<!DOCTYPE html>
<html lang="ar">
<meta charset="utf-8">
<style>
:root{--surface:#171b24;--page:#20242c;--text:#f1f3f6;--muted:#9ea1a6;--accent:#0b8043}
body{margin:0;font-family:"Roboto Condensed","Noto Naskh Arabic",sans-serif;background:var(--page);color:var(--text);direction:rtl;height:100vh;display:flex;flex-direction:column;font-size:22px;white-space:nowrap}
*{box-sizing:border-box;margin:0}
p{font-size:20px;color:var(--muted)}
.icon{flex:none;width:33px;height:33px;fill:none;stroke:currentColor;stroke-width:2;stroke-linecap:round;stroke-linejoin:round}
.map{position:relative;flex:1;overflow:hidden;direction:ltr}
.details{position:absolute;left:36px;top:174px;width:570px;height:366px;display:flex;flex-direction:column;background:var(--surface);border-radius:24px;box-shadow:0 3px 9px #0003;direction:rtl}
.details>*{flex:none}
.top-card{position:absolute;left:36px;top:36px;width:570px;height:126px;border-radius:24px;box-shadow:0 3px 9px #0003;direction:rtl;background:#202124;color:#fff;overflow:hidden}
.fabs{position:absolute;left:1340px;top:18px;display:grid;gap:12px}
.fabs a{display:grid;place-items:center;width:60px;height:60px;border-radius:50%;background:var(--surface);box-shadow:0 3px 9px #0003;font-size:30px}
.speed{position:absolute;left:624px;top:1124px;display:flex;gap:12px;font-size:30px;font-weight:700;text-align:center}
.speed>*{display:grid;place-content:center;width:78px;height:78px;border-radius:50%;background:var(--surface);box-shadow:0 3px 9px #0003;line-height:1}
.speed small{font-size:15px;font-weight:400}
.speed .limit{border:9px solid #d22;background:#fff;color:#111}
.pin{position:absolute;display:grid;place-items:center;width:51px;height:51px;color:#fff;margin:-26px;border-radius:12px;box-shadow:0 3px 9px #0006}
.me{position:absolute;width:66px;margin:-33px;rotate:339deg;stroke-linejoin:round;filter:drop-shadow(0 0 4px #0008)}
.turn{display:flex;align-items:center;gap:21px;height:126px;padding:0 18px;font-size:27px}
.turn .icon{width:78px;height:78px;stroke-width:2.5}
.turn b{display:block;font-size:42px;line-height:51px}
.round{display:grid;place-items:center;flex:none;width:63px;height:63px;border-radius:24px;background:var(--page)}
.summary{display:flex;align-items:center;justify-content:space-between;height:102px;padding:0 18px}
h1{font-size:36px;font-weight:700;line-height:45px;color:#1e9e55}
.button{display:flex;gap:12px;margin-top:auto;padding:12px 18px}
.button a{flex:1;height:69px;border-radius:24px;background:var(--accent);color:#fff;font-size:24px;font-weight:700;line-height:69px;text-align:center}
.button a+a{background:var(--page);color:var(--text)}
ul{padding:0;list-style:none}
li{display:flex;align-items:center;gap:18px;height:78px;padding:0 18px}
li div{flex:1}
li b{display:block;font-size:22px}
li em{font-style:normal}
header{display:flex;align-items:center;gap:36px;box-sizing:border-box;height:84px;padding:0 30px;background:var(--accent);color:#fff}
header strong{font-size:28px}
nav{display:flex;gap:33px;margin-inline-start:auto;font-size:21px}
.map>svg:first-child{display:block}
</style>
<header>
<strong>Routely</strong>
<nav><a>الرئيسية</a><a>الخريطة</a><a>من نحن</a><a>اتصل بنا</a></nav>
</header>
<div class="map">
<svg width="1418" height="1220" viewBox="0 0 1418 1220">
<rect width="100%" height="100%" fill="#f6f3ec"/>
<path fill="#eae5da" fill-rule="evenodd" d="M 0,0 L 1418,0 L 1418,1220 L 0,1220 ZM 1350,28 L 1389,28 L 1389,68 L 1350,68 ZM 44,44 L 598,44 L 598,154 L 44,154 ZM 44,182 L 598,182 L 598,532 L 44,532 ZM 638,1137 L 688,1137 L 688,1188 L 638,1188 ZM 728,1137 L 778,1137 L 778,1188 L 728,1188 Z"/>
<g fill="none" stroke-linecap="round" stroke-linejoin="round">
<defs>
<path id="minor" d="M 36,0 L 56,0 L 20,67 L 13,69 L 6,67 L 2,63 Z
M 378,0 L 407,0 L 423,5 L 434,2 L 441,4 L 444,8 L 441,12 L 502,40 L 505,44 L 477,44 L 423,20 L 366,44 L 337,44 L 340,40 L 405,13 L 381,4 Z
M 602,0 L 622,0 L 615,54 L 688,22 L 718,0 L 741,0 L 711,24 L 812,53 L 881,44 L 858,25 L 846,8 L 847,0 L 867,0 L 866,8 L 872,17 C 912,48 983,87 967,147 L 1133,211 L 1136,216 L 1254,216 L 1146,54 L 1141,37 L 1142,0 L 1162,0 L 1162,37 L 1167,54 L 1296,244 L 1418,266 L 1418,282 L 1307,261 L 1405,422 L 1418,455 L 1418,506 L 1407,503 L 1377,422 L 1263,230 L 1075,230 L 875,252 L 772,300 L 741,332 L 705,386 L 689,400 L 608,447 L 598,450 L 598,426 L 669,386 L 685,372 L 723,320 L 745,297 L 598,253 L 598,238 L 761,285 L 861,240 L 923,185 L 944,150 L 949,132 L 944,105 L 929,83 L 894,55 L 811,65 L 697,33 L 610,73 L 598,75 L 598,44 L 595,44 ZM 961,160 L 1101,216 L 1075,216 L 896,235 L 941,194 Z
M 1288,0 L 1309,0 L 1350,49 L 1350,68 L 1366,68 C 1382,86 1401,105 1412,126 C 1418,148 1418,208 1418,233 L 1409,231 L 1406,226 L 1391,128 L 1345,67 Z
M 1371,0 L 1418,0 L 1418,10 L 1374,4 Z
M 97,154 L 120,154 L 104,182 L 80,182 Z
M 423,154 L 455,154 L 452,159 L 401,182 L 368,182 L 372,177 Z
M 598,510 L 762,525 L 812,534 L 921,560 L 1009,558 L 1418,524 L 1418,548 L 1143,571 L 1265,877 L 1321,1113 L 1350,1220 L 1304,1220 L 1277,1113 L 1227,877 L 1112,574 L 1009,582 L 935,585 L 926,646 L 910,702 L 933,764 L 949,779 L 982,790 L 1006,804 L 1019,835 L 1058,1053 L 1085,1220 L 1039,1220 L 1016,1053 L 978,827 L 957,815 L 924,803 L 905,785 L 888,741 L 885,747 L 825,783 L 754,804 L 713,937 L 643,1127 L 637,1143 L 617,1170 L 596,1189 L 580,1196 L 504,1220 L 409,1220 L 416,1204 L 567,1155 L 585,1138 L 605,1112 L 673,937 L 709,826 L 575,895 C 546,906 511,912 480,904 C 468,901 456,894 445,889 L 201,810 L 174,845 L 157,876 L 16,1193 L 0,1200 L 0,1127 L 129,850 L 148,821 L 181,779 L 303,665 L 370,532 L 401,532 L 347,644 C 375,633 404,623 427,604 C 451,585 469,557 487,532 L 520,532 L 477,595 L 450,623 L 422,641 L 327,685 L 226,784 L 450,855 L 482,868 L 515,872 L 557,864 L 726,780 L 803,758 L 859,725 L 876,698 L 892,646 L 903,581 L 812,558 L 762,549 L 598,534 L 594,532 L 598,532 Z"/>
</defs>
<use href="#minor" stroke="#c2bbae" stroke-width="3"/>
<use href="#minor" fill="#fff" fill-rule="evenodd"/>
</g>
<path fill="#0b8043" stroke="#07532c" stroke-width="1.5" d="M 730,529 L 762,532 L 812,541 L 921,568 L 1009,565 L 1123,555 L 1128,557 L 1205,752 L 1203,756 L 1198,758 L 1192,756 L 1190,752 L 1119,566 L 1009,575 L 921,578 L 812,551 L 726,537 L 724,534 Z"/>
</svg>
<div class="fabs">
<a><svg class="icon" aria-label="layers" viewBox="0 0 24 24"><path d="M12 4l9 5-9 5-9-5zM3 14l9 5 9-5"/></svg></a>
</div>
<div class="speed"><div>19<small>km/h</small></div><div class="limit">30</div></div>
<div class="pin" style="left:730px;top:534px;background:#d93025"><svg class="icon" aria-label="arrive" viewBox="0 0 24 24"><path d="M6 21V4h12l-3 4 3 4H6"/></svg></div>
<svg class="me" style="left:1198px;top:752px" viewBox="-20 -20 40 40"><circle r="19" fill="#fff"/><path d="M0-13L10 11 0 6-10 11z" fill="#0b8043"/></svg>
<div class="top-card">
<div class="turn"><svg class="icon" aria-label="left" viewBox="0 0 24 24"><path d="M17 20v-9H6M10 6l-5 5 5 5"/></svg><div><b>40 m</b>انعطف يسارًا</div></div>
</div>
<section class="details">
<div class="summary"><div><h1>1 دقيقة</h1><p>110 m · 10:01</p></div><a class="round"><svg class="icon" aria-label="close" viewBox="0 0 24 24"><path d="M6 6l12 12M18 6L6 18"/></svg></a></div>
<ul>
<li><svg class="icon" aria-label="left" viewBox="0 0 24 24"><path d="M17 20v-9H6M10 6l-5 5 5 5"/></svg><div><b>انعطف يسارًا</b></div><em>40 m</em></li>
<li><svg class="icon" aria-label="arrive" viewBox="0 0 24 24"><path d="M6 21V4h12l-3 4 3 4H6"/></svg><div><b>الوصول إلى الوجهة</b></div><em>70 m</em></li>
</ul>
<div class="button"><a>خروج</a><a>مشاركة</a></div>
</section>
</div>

WHAT THIS TASK INVOLVES
Figure out how many lines in the entries above contain "linejoin". Write only that number.

SOLUTION FOR THIS TASK
3